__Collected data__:

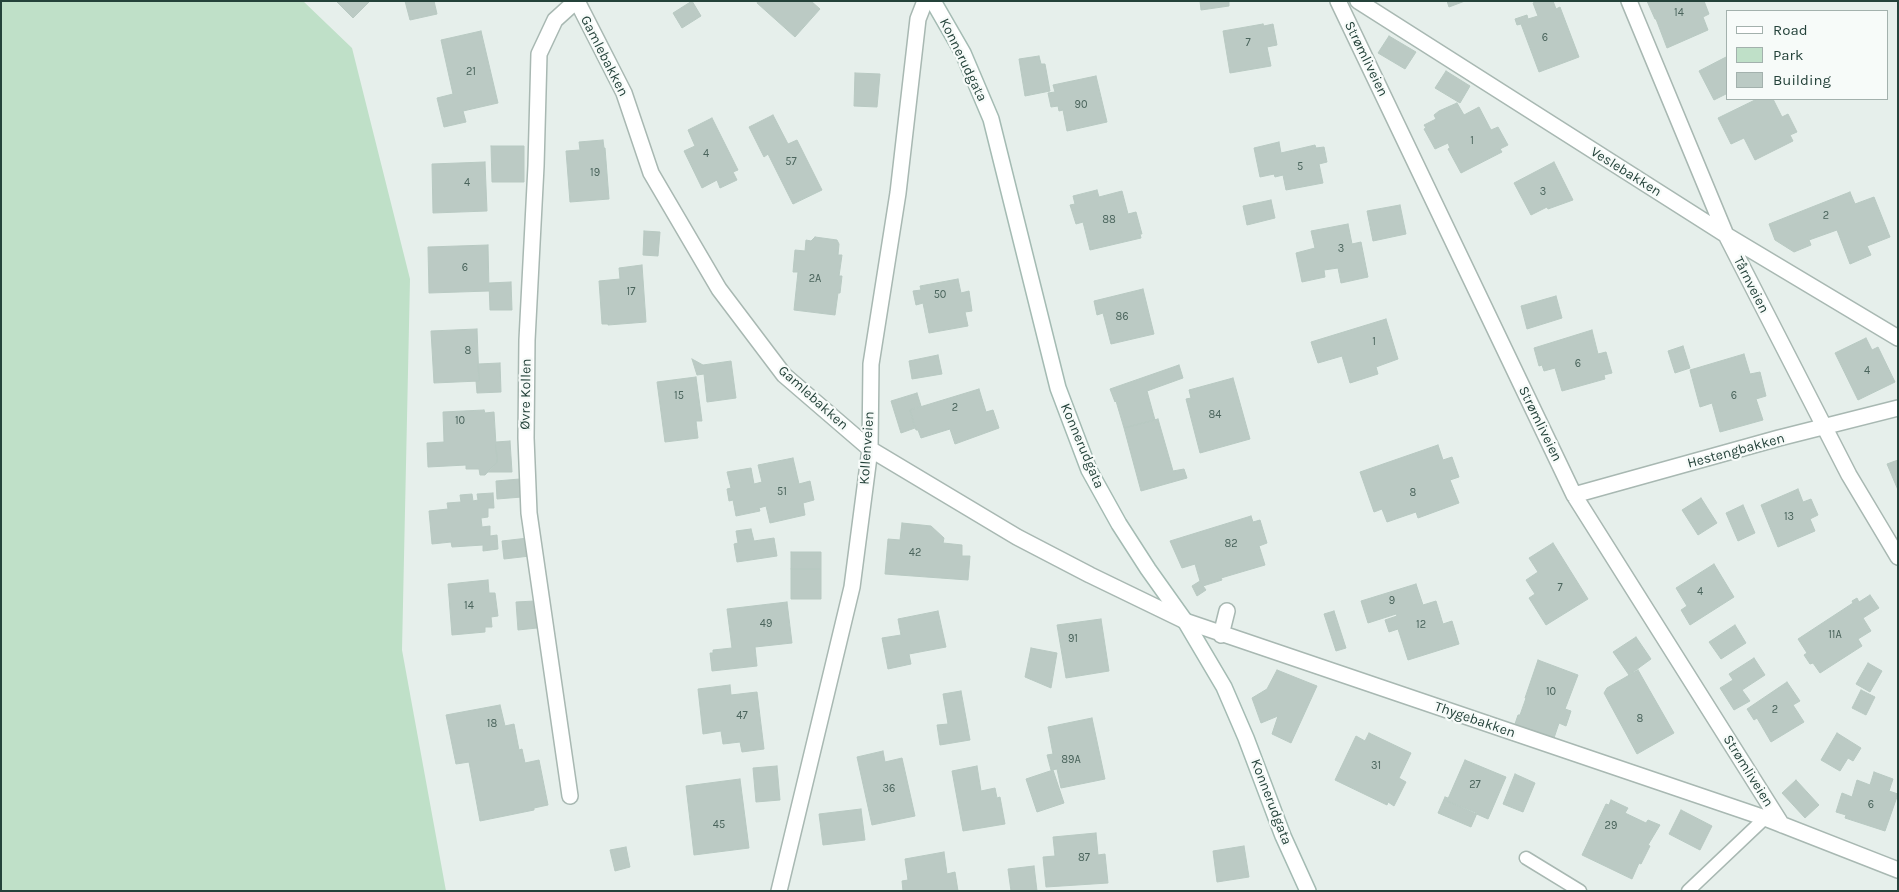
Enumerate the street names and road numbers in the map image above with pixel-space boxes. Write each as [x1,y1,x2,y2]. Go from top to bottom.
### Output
street label: Gamlebakken [576,13,632,99]
street label: Konnerudgata [936,16,990,104]
street label: Strømliveien [1341,19,1391,99]
street label: Veslebakken [1587,144,1665,200]
street label: Tårnveien [1730,254,1772,316]
street label: Øvre Kollen [517,358,535,430]
street label: Gamlebakken [775,362,851,434]
street label: Strømliveien [1515,384,1565,464]
street label: Konnerudgata [1057,401,1107,491]
street label: Kollenveien [856,411,878,485]
street label: Hestengbakken [1685,430,1787,472]
street label: Thygebakken [1432,698,1518,742]
street label: Strømliveien [1719,732,1777,810]
street label: Konnerudgata [1247,757,1295,847]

__Task goal__: Output, exactly, all the records above; include no pictures.

__Answer to this task__:
Enumerate the street names and road numbers in the map image above with pixel-space boxes. Write each as [x1,y1,x2,y2]. Go from top to bottom.
### Output
street label: Gamlebakken [576,13,632,99]
street label: Konnerudgata [936,16,990,104]
street label: Strømliveien [1341,19,1391,99]
street label: Veslebakken [1587,144,1665,200]
street label: Tårnveien [1730,254,1772,316]
street label: Øvre Kollen [517,358,535,430]
street label: Gamlebakken [775,362,851,434]
street label: Strømliveien [1515,384,1565,464]
street label: Konnerudgata [1057,401,1107,491]
street label: Kollenveien [856,411,878,485]
street label: Hestengbakken [1685,430,1787,472]
street label: Thygebakken [1432,698,1518,742]
street label: Strømliveien [1719,732,1777,810]
street label: Konnerudgata [1247,757,1295,847]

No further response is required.